2. Inconformados com esta decisão interpuseram os réus recurso de apelação, pedindo a anulação da decisão para ampliação da matéria de facto ou a sua revogação, concluindo do seguinte modo as alegações apresentadas:
“A - O Tribunal 'a quo' deu como provada a matéria de facto que não pode conduzir à excepção prevista no Art.º 86º, do RAU, mas, sim, no sentido de que teria que improceder, na sua totalidade, o pedido dos AA./Recorridos, por se verificar o disposto na al. b), do n° 1, do Art.º 85º do RAU. B - Não foi alegada, nem se provou que a casa arrendada, onde tiveram residência, os apelantes, satisfazia as respectivas necessidades habitacionais imediatas, de que fala o insigne conselheiro, actual Presidente do Supremo Tribunal de Justiça.

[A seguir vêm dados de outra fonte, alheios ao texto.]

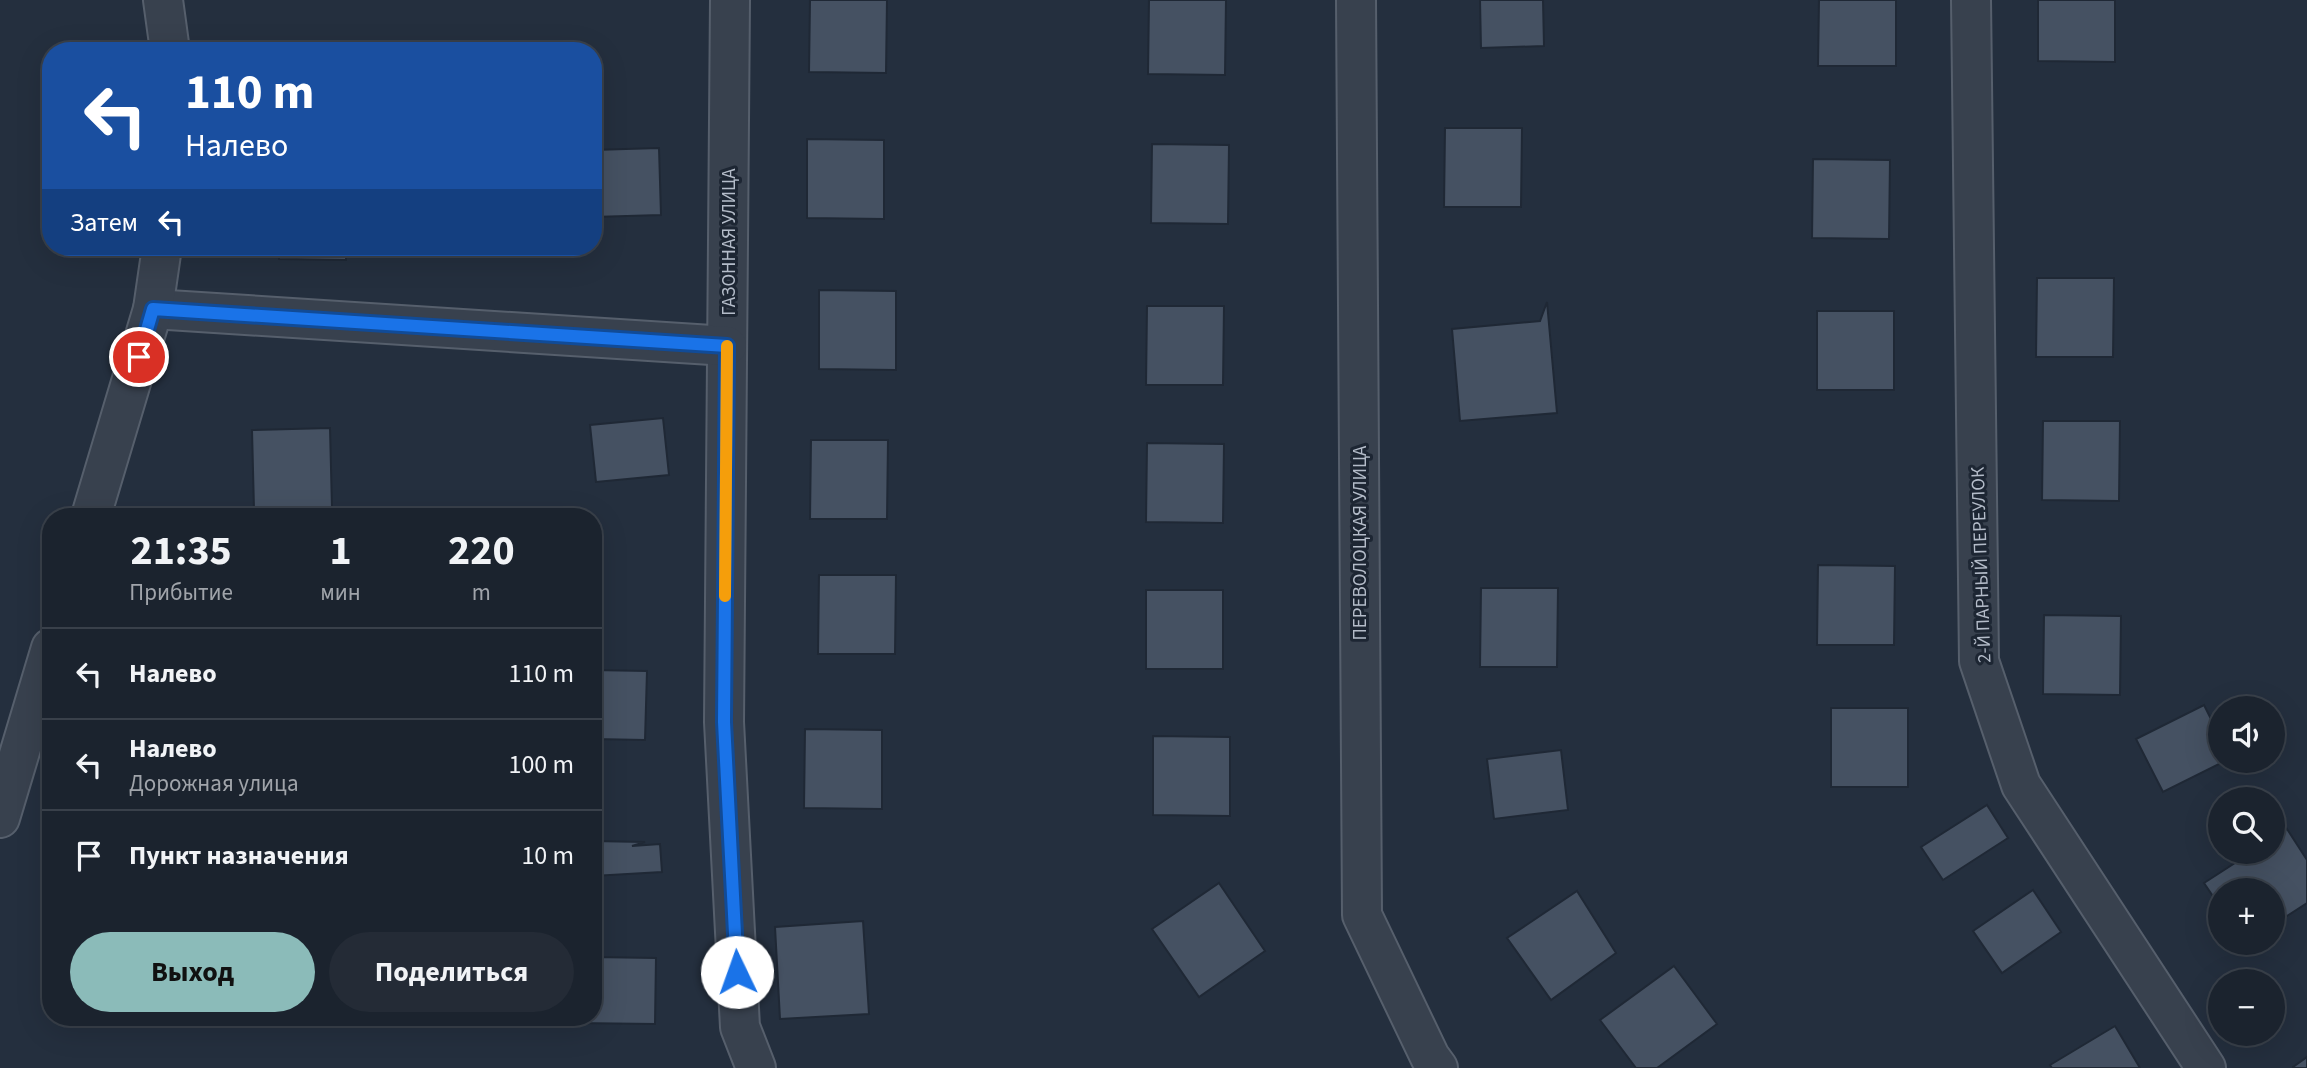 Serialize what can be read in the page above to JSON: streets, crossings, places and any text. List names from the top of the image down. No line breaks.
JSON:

C - Para proceder 'in casu' tal interpretação, teria que ser ampliada a matéria de facto, para prova de tais requisitos; pois, sem tal, não procederia a excepção do Art.º 86º do RAU. D - A sentença recorrida, além de resultar de uma interpretação extensiva da lei, é contrária à prova produzida: decretando um despejo, e pondo em causa um direito fundamental consignado em Constituição, no seu Art.º 65º.

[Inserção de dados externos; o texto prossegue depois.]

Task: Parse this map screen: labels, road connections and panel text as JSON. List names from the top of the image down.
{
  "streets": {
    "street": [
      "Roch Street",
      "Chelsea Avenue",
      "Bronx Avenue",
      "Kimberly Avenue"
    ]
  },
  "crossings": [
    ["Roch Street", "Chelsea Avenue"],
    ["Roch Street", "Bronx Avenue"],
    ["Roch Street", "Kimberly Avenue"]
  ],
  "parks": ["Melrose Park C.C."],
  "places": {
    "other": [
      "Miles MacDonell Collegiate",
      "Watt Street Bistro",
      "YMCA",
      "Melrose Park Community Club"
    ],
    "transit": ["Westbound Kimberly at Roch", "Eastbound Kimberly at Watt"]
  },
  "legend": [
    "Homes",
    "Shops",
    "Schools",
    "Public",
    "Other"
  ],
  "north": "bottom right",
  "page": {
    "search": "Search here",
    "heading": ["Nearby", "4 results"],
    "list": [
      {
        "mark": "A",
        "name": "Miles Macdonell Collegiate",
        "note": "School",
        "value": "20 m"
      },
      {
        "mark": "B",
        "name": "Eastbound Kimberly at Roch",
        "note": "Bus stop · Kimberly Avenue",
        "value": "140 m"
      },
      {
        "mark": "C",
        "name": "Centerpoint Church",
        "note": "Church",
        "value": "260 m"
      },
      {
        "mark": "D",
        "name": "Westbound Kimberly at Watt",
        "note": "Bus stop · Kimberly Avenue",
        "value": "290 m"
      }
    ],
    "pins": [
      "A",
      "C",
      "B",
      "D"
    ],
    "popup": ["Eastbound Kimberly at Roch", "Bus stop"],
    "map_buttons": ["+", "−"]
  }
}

E- A sentença de que se recorre violou o disposto no Art.º 85º, n° 1, al. b), do RAU, Art.º 668º, n° 1, al. b), do C.P.C., Art.º 9° do C.C. e Art.º 65º, n° 1, da Constituição da República Portuguesa.”
3. O Tribunal da Relação de Guimarães, por acórdão de 24 de Março de 2004, julgou improcedente a apelação, confirmando a sentença recorrida. Notificados deste aresto os recorrentes requereram a sua aclaração e reforma invocando que o mesmo padecia de “ambiguidades”, bem como de “lapso na qualificação jurídica dos factos e determinação da norma aplicável”, o que veio a ser indeferido por acórdão de 26 de Maio de 2004.

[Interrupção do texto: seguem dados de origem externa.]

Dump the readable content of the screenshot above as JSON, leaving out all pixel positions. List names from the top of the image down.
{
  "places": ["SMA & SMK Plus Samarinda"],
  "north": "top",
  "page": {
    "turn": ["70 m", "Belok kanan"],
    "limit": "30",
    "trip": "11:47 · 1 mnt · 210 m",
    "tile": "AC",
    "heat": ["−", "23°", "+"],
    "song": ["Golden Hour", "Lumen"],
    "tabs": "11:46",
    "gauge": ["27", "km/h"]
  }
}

4. Através do requerimento de fls. 246, vieram os recorrentes C. e marido D. interpor recurso para o Tribunal Constitucional, com fundamento na alínea b) do nº1 do artigo 70º da Lei n.º 28/82, de 15 de Novembro, pretendendo “ver apreciada a inconstitucionalidade da norma com a interpretação com que foi aplicada na decisão recorrida e a ilegalidade conducente a tal interpretação”, acrescentando que a questão de inconstitucionalidade foi suscitada nos autos nas alegações de recurso e no requerimento de reforma do acórdão.
5. Não se encontrando o Tribunal Constitucional vinculado pela decisão que admitiu o recurso (cfr. n.º3 do artigo 76.º da Lei n.º 28/82), entende-se não poder conhecer do objecto do recurso, sendo caso de proferir decisão sumária, nos termos dos n.º 1 do artigo 78.º-A do mesmo diploma, como se passa a fundamentar sumariamente.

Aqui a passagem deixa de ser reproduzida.